(The data)

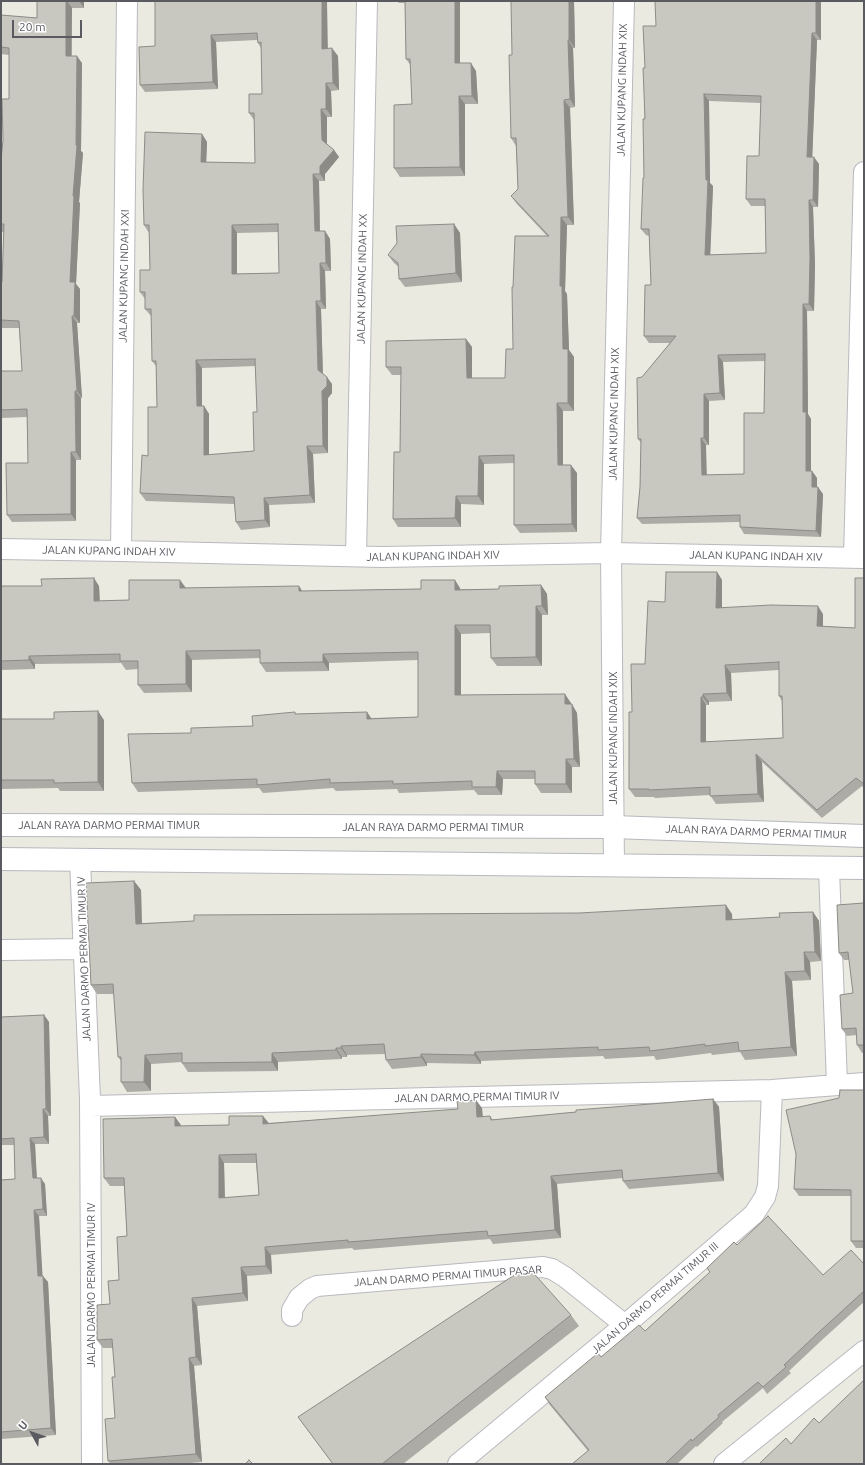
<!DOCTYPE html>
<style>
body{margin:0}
#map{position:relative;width:865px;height:1465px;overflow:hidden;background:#ebeae0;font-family:Ubuntu,sans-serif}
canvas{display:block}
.frame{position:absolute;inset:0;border:2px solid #595b61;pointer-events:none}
.north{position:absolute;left:12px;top:1413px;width:40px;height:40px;-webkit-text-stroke:3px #fff;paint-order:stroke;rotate:310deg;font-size:11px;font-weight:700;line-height:16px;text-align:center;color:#595b61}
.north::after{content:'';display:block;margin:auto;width:14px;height:18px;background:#595b61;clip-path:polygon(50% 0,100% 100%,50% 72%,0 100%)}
.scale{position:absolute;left:12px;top:20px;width:70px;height:18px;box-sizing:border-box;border:2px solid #595b61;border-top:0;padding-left:5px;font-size:12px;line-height:14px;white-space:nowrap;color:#595b61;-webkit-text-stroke:3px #fff;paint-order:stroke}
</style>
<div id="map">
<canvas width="865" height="1465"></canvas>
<div class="frame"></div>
<div class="north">U</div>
<div class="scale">20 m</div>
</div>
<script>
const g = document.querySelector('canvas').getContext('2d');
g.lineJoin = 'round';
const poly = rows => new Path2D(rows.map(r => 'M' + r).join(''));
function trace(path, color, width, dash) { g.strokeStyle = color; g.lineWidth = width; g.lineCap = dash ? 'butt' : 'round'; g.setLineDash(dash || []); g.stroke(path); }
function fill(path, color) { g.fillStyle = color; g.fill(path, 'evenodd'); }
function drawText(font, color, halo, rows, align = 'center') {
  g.font = font + ' Ubuntu,sans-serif'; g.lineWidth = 3; g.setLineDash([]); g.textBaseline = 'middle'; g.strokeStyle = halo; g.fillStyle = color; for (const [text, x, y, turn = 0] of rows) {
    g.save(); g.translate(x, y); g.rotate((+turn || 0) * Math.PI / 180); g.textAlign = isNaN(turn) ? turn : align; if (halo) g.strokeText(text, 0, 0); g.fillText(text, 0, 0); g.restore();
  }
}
const street = poly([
 [1,549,121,551,382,557,611,553,864,558],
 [121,551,127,1],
 [356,556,367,1],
 [854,558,864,172],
 [80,860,90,1099,92,1464],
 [614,866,611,553,624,1],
 [829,869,837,1084],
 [1,950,83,949],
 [90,1106,772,1090,864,1083],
 [292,1316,292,1310,299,1298,310,1289,317,1286,543,1267,552,1269,565,1277,625,1325],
 [458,1464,625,1325,754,1214,765,1197,768,1186,772,1090],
 [724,1464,864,1351]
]);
const secondary = poly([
 [1,825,613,827,864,836],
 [1,859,864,868]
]);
const wall = poly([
 [37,1,84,1,84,8,72,8,72,56,82,63,81,151,83,153,79,202,80,203,76,284,80,289,80,323,77,323,82,398,81,398,81,460,76,460,76,521,12,522,7,515,28,463,27,417,1,418,1,371,22,371,19,328,1,328,1,282,2,282,4,232,1,232,1,160,9,99,9,55,1,54,1,15,37,18],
 [155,1,328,48,338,56,339,90,331,91,332,117,327,117,327,144,334,150,339,157,325,174,325,181,319,181,320,231,325,231,330,239,331,271,325,271,326,309,321,309,323,374,332,384,332,393,328,398,328,453,313,454,315,503,269,505,270,527,241,530,236,522,234,504,146,501,140,493,148,456,157,407,156,366,152,361,152,316,151,316,145,309,145,299,140,292,150,270,149,233,144,225,202,134,207,142,206,162,255,163,254,120,249,113,262,94,261,48,258,43,257,40,216,42,218,89,145,92,140,85,155,46],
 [278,232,279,273,237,274,237,233],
 [256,366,257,412,254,451,209,455,209,414,204,406,202,406,202,368],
 [397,1,468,1,468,2,460,2,460,63,476,71,478,104,465,104,465,176,400,177,394,168,412,104,411,66,406,59,405,3,399,3],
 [574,1,575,48,573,48,575,107,570,108,574,225,567,225,565,291,567,294,569,350,574,357,574,411,563,411,563,465,577,473,577,532,520,533,514,525,514,463,484,464,484,505,461,504,461,527,398,527,393,519,400,452,401,375,392,375,386,367,466,339,472,347,472,378,505,378,513,349,513,287,547,236,517,204,511,196,518,189,516,146,511,138,512,55],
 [821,1,821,40,817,40,812,157,819,164,818,207,813,207,815,265,814,311,807,311,808,414,811,419,811,471,812,471,817,478,817,487,823,494,821,537,744,534,740,527,740,522,642,524,637,518,640,487,641,443,638,439,642,377,670,343,649,343,644,336,651,285,649,236,646,235,641,229,644,178,645,68,656,26],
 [709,101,761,103,759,156,746,199,751,206,765,206,766,253,710,255,713,186,710,183],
 [765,361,764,413,744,474,706,475,706,445,709,445,709,401,725,400,723,362],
 [454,224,460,233,462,282,405,287,399,279,399,267,394,263,388,255],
 [717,572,722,580,722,608,823,614,823,626,855,628,864,578,864,788,862,786,822,818,762,762,764,802,716,804,710,795,655,798,654,797,635,797,629,789,632,712,645,664,665,602],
 [779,670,779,696,782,701,783,738,706,742,706,705,709,705,709,702,732,701,731,673],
 [541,585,547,594,548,615,542,615,542,666,497,666,491,658,490,633,461,634,461,695,571,703,571,704,577,713,580,767,572,767,572,793,541,793,535,784,535,779,503,779,502,795,478,795,474,790,399,793,397,789,336,791,333,788,263,793,259,788,138,792,132,783,191,733,253,726,297,714,367,712,371,718,418,717,418,660,329,663,329,671,266,672,260,663,260,658,192,660,192,692,144,693,138,685,138,669,126,670,121,663,35,664,35,669,1,670,1,586,99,586,100,601,129,600,186,588,303,591,460,588,460,589,499,589],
 [1,719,104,720,104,791,60,791,58,788,1,789],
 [134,881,141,890,142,923,732,914,732,920,780,917,813,912,819,921,821,961,810,962,811,980,792,981,797,1056,745,1060,740,1052,712,1055,711,1053,656,1060,654,1056,605,1059,603,1056,481,1061,481,1064,427,1063,427,1066,392,1069,386,1060,385,1054,347,1055,347,1057,342,1057,342,1059,278,1062,278,1071,188,1072,182,1063,182,1062,151,1064,151,1091,127,1092,121,1082,121,1061,118,1057,114,994,97,994,91,985],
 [864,903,864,1053,862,1053,857,1045,857,1035,847,1036,842,1029,853,993,849,960,844,960,839,953],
 [44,1015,49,1022,51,1116,48,1116,49,1144,35,1144,37,1178,45,1184,47,1216,39,1216,42,1276,48,1282,56,1435,1,1439,1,1180,15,1179,14,1145,1,1145,1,1017],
 [864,1090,864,1248,856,1248,851,1241,851,1196,799,1196,794,1189,839,1098],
 [713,1099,719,1107,724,1181,629,1189,623,1181,623,1178,557,1184,561,1238,493,1244,490,1239,354,1250,352,1248,271,1255,272,1274,247,1276,248,1301,197,1306,202,1365,194,1366,202,1462,178,1464,111,1464,108,1461,115,1418,115,1377,113,1348,103,1348,97,1340,110,1304,119,1280,127,1236,124,1186,110,1186,104,1178,175,1117,181,1126,229,1125,263,1116,269,1123,482,1108,483,1117,490,1116,493,1120],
 [224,1163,256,1163,259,1195,225,1198],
 [737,1245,823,1275,864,1264,864,1302,823,1339,789,1371,791,1373,767,1394,763,1388,722,1422,723,1423,697,1447,696,1446,677,1464,572,1464,588,1451,549,1404,545,1397,601,1357,645,1331,710,1272,707,1268],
 [571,1315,579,1326,403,1464,333,1464,298,1417]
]);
const shadedWall = poly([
 [66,1,67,1,72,8,71,63,66,56],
 [79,1,84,1,84,8],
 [322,1,327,1,328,56,322,49],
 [455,1,459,1,460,2,460,72,455,63],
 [569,1,574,1,575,48,569,40],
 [816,1,821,1,821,40,816,33],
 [812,33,817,40,812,164,807,157],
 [211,35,216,42,218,89,213,82],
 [568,40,573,48,575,107,570,99],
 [332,48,338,56,339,90,333,83],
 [77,56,82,63,81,151,83,153,79,202,80,203,76,284,80,289,80,323,74,316,70,282,73,196,76,145],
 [471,63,476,71,478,104,472,96],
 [326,83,331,91,332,117,326,109],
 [704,94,709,101,710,183,713,186,710,262,705,255,706,180],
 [459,96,465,104,465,176,460,167],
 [564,100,570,108,574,225,568,217],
 [321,109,327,117,327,147,322,140],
 [202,134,207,142,206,169,201,162],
 [334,150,339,157,325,174,325,181,320,174,320,166],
 [814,157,819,164,818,207,813,200],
 [313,174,319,181,320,239,315,231],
 [809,200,813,207,815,265,814,311,809,304],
 [561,217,567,225,565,291,567,294,569,350,574,357,574,411,568,403,563,349,560,286],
 [454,224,460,233,462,282,456,273],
 [232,225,237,233,237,282,232,274],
 [325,231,330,239,331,271,326,263],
 [320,263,325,271,326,309,321,301],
 [316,301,321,309,323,378,318,370],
 [803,304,807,311,808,414,811,419,811,478,806,471,803,412],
 [72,316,77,323,82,398,77,391],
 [466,339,472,347,472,387,467,378],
 [718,355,723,362,725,400,720,393],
 [196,360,202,368,202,414,197,406],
 [327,377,332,384,332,393,328,398,328,453,323,446,322,391],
 [75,391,81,398,81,460,76,452],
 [704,394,709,401,709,445,704,438],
 [557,403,563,411,563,474,558,465],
 [204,406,209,414,209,463,204,455],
 [701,438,706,445,707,482,702,475],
 [307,446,313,454,315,503,310,495],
 [71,452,76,460,76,521,71,514],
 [479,456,484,464,484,505,478,496],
 [571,465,577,473,577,532,572,524],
 [812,471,817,478,817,493,812,487],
 [818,487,823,494,821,537,816,531],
 [456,496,461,504,461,527,455,518],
 [264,498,269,505,270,527,265,520],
 [717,572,722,580,722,616,716,608],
 [94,578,99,586,100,609,94,601],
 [180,580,186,588,180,588],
 [455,580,460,588,461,598,455,590],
 [541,585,547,594,548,615,542,606],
 [299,586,305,595,299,591],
 [536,606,542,615,542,666,536,657],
 [818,606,823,614,823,634,817,626],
 [455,625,461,634,461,703,455,695],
 [186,651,192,660,192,692,186,684],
 [323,654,329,663,329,671,323,662],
 [29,656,35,664,35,669,29,660],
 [725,665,731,673,732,701,727,693],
 [565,694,571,703,571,713,565,704],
 [703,694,709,702,709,705,703,697],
 [701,697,706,705,706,750,701,742],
 [572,704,577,713,580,767,574,759],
 [98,711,104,720,104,791,98,782],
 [367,712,373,721,367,719],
 [756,754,762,762,764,802,758,794],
 [566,759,572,767,572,793,566,784],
 [497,771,503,779,502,795,496,787],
 [134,881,141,890,142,933,136,924],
 [726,905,732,914,733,929,726,920],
 [813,912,819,921,821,961,815,952],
 [804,952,810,962,811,980,805,971],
 [785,972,792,981,797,1056,791,1047],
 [44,1015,49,1022,51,1116,46,1109],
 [341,1046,347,1055,347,1057,341,1048],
 [336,1048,342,1057,342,1059,336,1050],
 [475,1052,481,1061,481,1064,474,1055],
 [272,1053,278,1062,278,1071,272,1062],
 [421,1054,427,1063,427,1066,421,1057],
 [145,1055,151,1064,151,1091,144,1082],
 [713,1099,719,1107,724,1181,718,1173],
 [476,1100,482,1108,483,1125,477,1117],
 [43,1109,48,1116,49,1144,44,1137],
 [263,1116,269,1124,263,1124],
 [175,1117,181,1125,181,1135,175,1126],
 [30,1138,35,1144,37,1185,33,1178],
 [219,1155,224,1163,225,1206,219,1198],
 [551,1176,557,1184,561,1238,555,1230],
 [41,1178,45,1184,47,1216,43,1209],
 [34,1210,39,1216,43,1283,38,1276],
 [265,1247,271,1255,272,1274,266,1266],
 [241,1267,247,1276,248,1301,243,1293],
 [43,1276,48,1282,56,1435,51,1428],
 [192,1298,197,1306,202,1365,196,1357],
 [189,1358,194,1366,202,1462,196,1454]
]);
const building = poly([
 [37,1,66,1,66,56,77,56,76,145,77,146,73,196,74,196,70,282,75,282,74,316,72,316,77,391,75,391,76,452,71,452,71,514,7,515,6,463,28,463,27,409,1,410,1,371,22,371,19,321,1,320,1,282,2,282,4,224,1,224,1,160,3,140,2,99,9,99,9,48,1,47,1,15,37,18,37,1],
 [155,1,322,1,322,49,332,48,333,83,326,83,326,109,321,109,322,140,334,150,320,166,320,174,313,174,315,231,325,231,326,263,320,263,321,301,316,301,318,370,327,377,327,386,322,391,323,446,307,446,310,495,264,498,265,520,236,522,234,497,140,493,142,455,148,456,148,407,157,407,156,361,152,361,151,309,145,309,145,292,140,292,140,270,150,270,149,225,144,225,143,190,145,132,202,134,201,162,255,163,254,113,249,113,249,94,262,94,261,42,258,43,257,33,211,35,213,82,140,85,139,47,155,46,155,1],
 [278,224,279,273,232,274,232,225,278,224],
 [255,359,257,412,253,412,254,451,204,455,204,406,197,406,196,360,255,359],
 [405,1,455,1,455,63,471,63,472,96,459,96,460,167,394,168,394,105,412,104,410,59,406,59,405,1],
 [511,1,569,1,569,40,568,40,570,99,564,100,568,217,561,217,560,286,562,286,563,349,568,349,568,403,557,403,558,465,571,465,572,524,514,525,514,455,479,456,478,496,456,496,455,518,393,519,394,452,400,452,401,367,386,367,386,341,466,339,467,378,505,378,506,349,513,349,512,287,513,287,515,236,549,236,511,196,518,189,516,138,511,138,509,55,512,55,511,1],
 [655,1,816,1,816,33,812,33,807,157,814,157,813,200,809,200,810,258,809,304,803,304,803,412,806,412,806,471,812,471,812,487,818,487,816,531,740,527,740,515,637,518,640,487,641,439,638,439,637,378,642,377,676,336,644,336,645,285,651,285,649,229,641,229,643,178,644,178,643,119,645,119,643,68,645,68,643,26,656,26,655,1],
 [704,94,761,96,759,156,747,156,746,199,765,199,766,253,705,255,708,180,706,180,704,94],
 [765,354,764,413,744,413,744,474,702,475,701,438,704,438,704,394,720,393,718,355,765,354],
 [454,224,456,273,399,279,398,263,388,255,397,243,396,226,454,224],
 [666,572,717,572,716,608,771,605,818,606,817,626,855,628,855,578,864,578,864,784,856,778,817,810,756,754,758,794,710,796,710,787,649,790,649,789,629,789,629,712,632,712,631,664,645,664,648,601,665,602,666,572],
 [779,662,779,696,782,696,783,738,701,742,701,697,703,697,703,694,727,693,725,665,779,662],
 [94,578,94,601,129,600,129,580,180,580,180,588,299,586,299,591,421,589,421,580,455,580,455,590,499,589,499,586,541,585,542,606,536,606,536,657,491,658,490,625,455,625,455,695,565,694,565,704,572,704,574,759,566,759,566,784,535,784,535,771,497,771,496,787,472,787,472,781,393,784,393,781,330,783,330,779,257,785,257,779,132,783,128,734,191,733,191,728,253,726,252,716,295,712,295,714,367,712,367,719,418,717,418,652,323,654,323,662,260,663,260,650,186,651,186,684,138,685,138,661,120,661,120,654,29,656,29,660,1,661,1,586,42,586,41,579,94,578],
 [98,711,98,782,54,783,54,780,1,780,1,719,54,719,54,712,98,711],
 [134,881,136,924,194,921,194,915,579,913,726,905,726,920,780,917,779,913,813,912,815,952,804,952,805,971,785,972,791,1047,739,1051,738,1042,705,1046,705,1044,650,1051,649,1047,598,1050,598,1047,475,1052,474,1055,421,1054,421,1057,386,1060,384,1044,341,1046,341,1048,336,1048,336,1050,272,1053,272,1062,182,1063,182,1053,145,1055,144,1082,121,1082,121,1057,118,1057,113,984,91,985,86,883,134,881],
 [864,903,864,1045,857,1045,856,1028,842,1029,840,995,853,993,848,952,839,953,837,905,864,903],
 [44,1015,46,1109,43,1109,44,1137,30,1138,33,1178,41,1178,43,1209,34,1210,38,1276,43,1276,51,1428,1,1432,1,1180,15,1179,14,1138,1,1139,1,1017,44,1015],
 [840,1090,864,1090,864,1241,851,1241,851,1190,794,1189,796,1154,786,1110,839,1098,840,1090],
 [713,1099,718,1173,623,1181,622,1170,551,1176,555,1230,488,1236,487,1231,348,1242,348,1240,265,1247,266,1266,241,1267,243,1293,192,1298,196,1357,189,1358,196,1454,108,1461,105,1419,115,1418,112,1377,115,1377,112,1339,97,1340,97,1305,110,1304,108,1281,119,1280,117,1237,127,1236,124,1178,104,1178,103,1119,175,1117,175,1126,229,1125,229,1116,263,1116,263,1124,458,1109,457,1101,476,1100,477,1117,490,1116,491,1120,576,1112,576,1110,713,1099],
 [256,1154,259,1195,219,1198,219,1155,256,1154],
 [768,1216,823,1275,851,1250,864,1264,864,1291,818,1333,784,1365,786,1367,763,1387,758,1382,718,1415,719,1417,692,1441,691,1439,665,1464,572,1464,589,1450,545,1397,598,1353,601,1357,639,1325,645,1331,710,1272,707,1268,734,1242,737,1245,768,1216],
 [525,1268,529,1268,571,1315,382,1464,333,1464,298,1417,525,1268],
 [864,1380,864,1464,759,1464,786,1438,791,1444,814,1418,819,1423,864,1380],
 [249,1460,253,1464,245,1464,249,1460]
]);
const streetNames = [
 ["JALAN KUPANG INDAH XIX",622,90,-89],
 ["JALAN KUPANG INDAH XXI",124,276,-89],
 ["JALAN KUPANG INDAH XX",362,279,-89],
 ["JALAN KUPANG INDAH XIX",614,414,-89],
 ["JALAN KUPANG INDAH XIV",109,551,1],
 ["JALAN KUPANG INDAH XIV",433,556,-1],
 ["JALAN KUPANG INDAH XIV",756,556,1],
 ["JALAN KUPANG INDAH XIX",613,738,-90],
 ["JALAN RAYA DARMO PERMAI TIMUR",109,825],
 ["JALAN RAYA DARMO PERMAI TIMUR",433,827],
 ["JALAN RAYA DARMO PERMAI TIMUR",756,832,2],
 ["JALAN DARMO PERMAI TIMUR IV",84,959,-92],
 ["JALAN DARMO PERMAI TIMUR IV",477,1097,-1],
 ["JALAN DARMO PERMAI TIMUR PASAR",448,1276,-4],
 ["JALAN DARMO PERMAI TIMUR IV",91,1285,-90],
 ["JALAN DARMO PERMAI TIMUR III",655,1298,-41]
];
trace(street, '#b8b9bf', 22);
trace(secondary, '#b6b8bf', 24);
trace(street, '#fff', 20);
trace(secondary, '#fff', 22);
fill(wall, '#acaba5');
fill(shadedWall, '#8c8b86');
fill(building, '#c8c7c0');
trace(building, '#8c8b86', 1);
drawText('11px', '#595b61', '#fff', streetNames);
</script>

(End The data)

#### Brief:
For the string "rows", go through the entries above and copy each line where it occurs.

#### Response to the exercise:
const poly = rows => new Path2D(rows.map(r => 'M' + r).join(''));
function drawText(font, color, halo, rows, align = 'center') {
  g.font = font + ' Ubuntu,sans-serif'; g.lineWidth = 3; g.setLineDash([]); g.textBaseline = 'middle'; g.strokeStyle = halo; g.fillStyle = color; for (const [text, x, y, turn = 0] of rows) {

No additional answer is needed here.